Thursday, 27 March 2014

Lent, [Moses] was there with the LORD forty days and forty nights; he neither ate bread nor drank water. Tertullian

Mount Sinai
Sinai view


Night Office Readings, as we are mid-Lent, the OT words resounded the words of the FORTY DAY AND FORTY NIGHTS, reminding of Moses' being with the Lord forty days and forty nights, not to eat or drink water.


Monastic Lectionary for the Divine Office
Edited by
Friends of Henry Ashworth

Exordium Books 1982
The Covenant Renewed 34:10-28
34:28 So he was there with the LORD forty days and forty nights; he did not eat bread or drink water. And he wrote on the tablets the words of the covenant, the Ten Commandments.

THIRD WEEK OF LENT - Thursday Year II   

First Reading

Year II
From the book of Exodus (34
:10-
29)
Responsory
Hebrews 5:8.9.7
Though he was the Son of God.
Christ learned obedience through what he suffered; + and now, for all who obey him,
he has become the source of eternal life.
In the days of his earthly life he prayed, crying aloud. and he submitted so humbly that his prayer was heard. + And now, for ...

Second Reading
From the treatise On Prayer by Tertullian (De oratione, 28-29: CCL 1, 273-274)

In this extract from a work addressed to catechumens between 198 and 220 A.D., Tertullian speaks of the interior and exterior discipline of liturgical prayer, which is a spiritual sacrifice of great power and efficacy.

Prayer is the spiritual offering that has replaced the ancient sacrifices.

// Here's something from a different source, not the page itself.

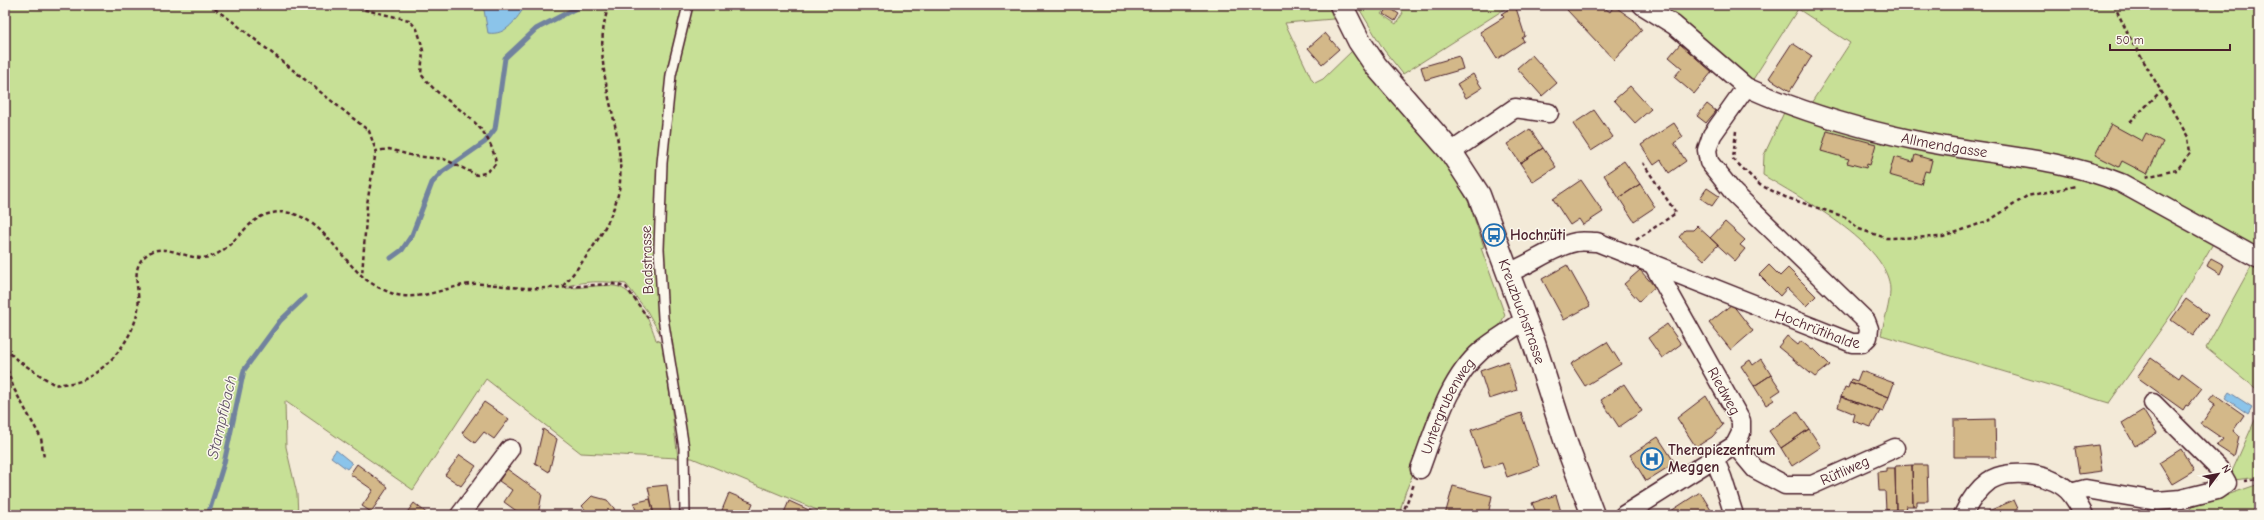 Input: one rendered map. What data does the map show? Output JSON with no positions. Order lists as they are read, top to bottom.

What good do I receive from the multiplicity of your sacrifices? asks God. I have had enough of burnt offerings of rams, and I do not want the fat of lambs and the blood of bulls and goats. Who has asked for these from your hands? What God has asked for we learn from the gospel. The hour will come, it says, when true worshipers will worship the Father in spirit and in truth. God is spirit, and so he looks for worshipers who are like himself.
We are the true worshipers and the true priests. Praying in spirit we offer prayer to God as a sacrifice. Prayer is an appropriate and an acceptable sacrifice to God. It is the offering he has asked for and the offering he expects.
We must make this offering with our whole heart. We must fatten it on faith. prepare it by truth. keep it unblemished by innocence, spotless by chastity, and we must crown it with love. We must escort it to the altar of God in a procession of good works to the sound of psalms and hymns. Then it wiU gain for us all that we ask of God. What can God refuse to prayer offered in spirit and in truth, when he himself asks for such prayer? How many proofs of its efficacy we read about, hear of, and believe!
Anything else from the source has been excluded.